ファイナンシャルプランナーへの相談は、
無料から万単位になるケースまで料金に大きな違いがあります。
どうしてこのような差が出るのか、
不思議に思っている人も多いのではないでしょうか。
そこで、ここでは、相談料が異なる理由やおおよその相場についてと、
ファイナンシャルプランナーを選ぶ際のポイントを紹介していきます。
■ファイナンシャルプランナーの概要
ファイナンシャルプランナーは、いわばくらしに関わるお金のエキスパートです。
多くは個人客を対象として、日々の家計の悩みや住宅ローンの負担、生命保険の選び方から老後の生活設計まで、幅広い分野でアドバイスを行い、ライフプランニングを行います。
ファイナンシャルプランナーの取り扱う分野は幅広く、生命保険や損害保険から公的年金、税制、金融資産の運用まで対象としています。
また、不動産の有効活用や相続などについても相談できます。
ファイナンシャルプランナーは業務独占資格ではないため、資格がなくても業務を行うことに問題はありません。

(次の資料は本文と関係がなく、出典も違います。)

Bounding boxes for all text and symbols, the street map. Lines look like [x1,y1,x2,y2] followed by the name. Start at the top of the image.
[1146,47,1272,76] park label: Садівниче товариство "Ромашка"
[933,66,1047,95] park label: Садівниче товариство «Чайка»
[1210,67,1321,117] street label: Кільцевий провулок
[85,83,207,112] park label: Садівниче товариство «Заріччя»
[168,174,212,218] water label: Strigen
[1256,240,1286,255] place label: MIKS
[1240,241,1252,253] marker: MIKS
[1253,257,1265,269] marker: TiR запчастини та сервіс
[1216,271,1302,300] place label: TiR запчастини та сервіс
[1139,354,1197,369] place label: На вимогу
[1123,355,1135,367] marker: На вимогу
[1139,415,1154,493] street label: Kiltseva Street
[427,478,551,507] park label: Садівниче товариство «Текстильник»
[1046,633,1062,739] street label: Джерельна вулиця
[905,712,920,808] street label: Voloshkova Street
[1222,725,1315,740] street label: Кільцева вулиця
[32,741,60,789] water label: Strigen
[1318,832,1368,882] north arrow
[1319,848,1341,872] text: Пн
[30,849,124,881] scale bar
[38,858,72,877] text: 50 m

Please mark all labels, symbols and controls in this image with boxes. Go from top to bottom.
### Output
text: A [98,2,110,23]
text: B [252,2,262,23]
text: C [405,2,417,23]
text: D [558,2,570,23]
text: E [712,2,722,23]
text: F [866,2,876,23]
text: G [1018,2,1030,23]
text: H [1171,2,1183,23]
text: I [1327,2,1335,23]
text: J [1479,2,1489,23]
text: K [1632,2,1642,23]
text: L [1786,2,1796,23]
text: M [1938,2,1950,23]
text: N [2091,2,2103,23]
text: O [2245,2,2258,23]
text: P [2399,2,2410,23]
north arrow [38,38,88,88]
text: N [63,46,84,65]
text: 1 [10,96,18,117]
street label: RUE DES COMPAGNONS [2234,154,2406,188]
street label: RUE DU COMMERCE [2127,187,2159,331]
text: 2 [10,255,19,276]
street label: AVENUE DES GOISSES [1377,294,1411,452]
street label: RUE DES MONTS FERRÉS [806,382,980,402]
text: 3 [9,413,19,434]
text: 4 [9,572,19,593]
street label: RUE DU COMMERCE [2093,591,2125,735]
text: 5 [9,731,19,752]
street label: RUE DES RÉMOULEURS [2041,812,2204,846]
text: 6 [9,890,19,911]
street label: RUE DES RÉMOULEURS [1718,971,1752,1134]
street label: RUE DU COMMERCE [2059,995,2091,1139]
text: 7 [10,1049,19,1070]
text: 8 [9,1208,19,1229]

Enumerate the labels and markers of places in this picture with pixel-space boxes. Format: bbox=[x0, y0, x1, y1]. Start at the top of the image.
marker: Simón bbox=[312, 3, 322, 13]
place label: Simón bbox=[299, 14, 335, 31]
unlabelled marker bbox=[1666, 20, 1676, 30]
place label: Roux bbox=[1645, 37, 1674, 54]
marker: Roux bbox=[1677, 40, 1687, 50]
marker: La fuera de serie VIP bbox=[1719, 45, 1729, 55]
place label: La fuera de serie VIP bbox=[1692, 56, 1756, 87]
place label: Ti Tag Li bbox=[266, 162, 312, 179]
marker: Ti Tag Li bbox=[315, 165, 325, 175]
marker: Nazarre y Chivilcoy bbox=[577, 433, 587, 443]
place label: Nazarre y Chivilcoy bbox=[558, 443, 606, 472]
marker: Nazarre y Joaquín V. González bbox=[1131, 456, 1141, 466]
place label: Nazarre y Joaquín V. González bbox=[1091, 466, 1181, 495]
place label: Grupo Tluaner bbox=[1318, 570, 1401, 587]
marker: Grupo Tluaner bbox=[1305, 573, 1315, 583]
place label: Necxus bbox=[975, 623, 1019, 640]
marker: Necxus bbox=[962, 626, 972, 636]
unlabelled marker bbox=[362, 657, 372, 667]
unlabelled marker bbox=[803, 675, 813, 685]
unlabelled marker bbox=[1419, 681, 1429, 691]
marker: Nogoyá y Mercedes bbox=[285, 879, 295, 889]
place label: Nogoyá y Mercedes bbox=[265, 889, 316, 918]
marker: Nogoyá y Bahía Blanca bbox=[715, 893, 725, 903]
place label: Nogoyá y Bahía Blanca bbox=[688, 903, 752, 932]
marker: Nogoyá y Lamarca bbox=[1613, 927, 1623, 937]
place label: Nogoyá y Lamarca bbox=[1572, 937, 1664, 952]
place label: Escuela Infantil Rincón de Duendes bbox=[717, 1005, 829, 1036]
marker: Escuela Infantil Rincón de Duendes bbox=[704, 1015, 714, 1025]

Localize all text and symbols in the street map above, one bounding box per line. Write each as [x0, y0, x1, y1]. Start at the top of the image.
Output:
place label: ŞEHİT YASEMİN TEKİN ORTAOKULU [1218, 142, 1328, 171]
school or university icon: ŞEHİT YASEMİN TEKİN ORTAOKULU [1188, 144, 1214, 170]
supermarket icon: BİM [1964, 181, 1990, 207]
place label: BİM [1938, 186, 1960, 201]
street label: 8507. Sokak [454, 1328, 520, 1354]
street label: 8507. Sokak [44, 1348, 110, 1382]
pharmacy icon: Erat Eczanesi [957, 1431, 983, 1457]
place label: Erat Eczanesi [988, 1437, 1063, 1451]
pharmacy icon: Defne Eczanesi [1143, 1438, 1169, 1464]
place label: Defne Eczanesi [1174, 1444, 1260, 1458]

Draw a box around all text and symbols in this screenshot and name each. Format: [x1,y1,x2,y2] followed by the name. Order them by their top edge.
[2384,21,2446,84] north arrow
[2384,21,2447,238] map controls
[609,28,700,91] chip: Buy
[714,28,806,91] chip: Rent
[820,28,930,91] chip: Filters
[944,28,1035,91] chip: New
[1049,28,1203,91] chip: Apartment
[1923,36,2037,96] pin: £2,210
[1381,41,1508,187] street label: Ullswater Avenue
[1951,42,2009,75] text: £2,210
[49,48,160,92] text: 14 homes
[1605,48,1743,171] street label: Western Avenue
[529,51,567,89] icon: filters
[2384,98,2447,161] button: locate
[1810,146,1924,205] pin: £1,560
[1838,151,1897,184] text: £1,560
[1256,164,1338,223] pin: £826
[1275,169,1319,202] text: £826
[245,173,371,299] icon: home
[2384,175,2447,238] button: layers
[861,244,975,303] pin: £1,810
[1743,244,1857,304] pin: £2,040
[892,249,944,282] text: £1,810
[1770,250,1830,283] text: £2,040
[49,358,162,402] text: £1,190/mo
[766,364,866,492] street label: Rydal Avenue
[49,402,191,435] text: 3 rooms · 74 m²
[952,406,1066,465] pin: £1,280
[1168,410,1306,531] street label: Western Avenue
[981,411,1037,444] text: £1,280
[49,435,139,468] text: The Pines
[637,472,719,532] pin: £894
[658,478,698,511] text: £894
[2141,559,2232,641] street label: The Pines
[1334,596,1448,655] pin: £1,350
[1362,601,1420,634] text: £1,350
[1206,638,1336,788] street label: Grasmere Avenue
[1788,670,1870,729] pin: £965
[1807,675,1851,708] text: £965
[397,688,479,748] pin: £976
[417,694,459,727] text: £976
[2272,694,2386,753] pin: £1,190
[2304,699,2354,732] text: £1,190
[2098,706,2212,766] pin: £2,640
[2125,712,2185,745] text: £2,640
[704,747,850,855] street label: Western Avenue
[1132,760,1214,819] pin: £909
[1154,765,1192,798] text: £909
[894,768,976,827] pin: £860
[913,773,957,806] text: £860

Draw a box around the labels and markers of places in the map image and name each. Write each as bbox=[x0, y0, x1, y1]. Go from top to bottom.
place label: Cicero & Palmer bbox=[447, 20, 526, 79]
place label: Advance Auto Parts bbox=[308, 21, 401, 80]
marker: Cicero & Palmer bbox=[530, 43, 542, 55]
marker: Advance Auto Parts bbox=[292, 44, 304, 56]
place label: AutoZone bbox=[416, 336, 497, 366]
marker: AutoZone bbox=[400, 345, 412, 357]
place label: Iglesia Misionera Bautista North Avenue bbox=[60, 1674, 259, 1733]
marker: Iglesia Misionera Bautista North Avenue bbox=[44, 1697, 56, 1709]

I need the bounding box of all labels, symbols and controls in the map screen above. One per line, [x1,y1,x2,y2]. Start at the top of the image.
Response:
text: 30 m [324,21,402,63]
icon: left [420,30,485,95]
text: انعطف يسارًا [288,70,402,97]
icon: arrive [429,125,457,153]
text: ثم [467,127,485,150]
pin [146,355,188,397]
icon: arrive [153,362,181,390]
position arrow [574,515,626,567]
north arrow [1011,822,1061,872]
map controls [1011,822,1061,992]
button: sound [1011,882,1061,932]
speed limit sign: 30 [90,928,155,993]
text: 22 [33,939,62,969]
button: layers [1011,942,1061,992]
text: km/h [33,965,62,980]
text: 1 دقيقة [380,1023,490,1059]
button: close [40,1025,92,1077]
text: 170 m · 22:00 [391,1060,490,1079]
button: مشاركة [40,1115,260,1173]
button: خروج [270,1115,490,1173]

取得していないのに国家資格の名称である「FP技能士」を名乗ることはできませんが、ファイナンシャルプランナーを名乗ったり業務を行ったりすることに法的な問題はないのです。
ただし、適切に業務を遂行するためには高度な専門知識が必要となる職業です。また、資格を取得しておくことは、顧客の信頼にもつながります。
そのため、ファイナンシャルプランナーは国家資格か民間資格のいずれかを取得していることが一般的です。
ファイナンシャルプランナーの資格には、国家資格の「FP技能士1~3級」と民間資格の「AFP」「CFP」があります。
民間資格のCFPは世界24カ国・地域で認められた国際ライセンスで、国家資格のFP技能士1級と同等であるとされています。
AFPは国家資格のFP技能士2級と同程度です。
また、AFPとCFPは2年間の有効期限があり、更新するためには所定の継続教育を受けることが義務付けられています。
AFP、CFPを取得しているファイナンシャルプランナーであれば、最新の知識に基づいたコンサルティングが期待できるでしょう。
■ファイナンシャルプランナーに相談するメリット
日常生活におけるお金の流れは管理できても、住宅の購入や妊娠・出産、子どもの進学(入園、卒園、入学、卒業)などさまざまなライフイベントに備えて長いスパンで適切に生活設計を行うのは難しいものです。
また、万が一に備えて加入する生命保険は、生活環境が変わるごとに見直しが必要ですが、多くの商品があるためにどれに加入すれば良いかわからない人も多いでしょう。
このようなくらしに関わるお金については、インターネットを使ってある程度は自分で調べることもできます。
しかし、インターネット上にはさまざまな情報が飛びかい、なかには信頼性の低いものもあるのが実情です。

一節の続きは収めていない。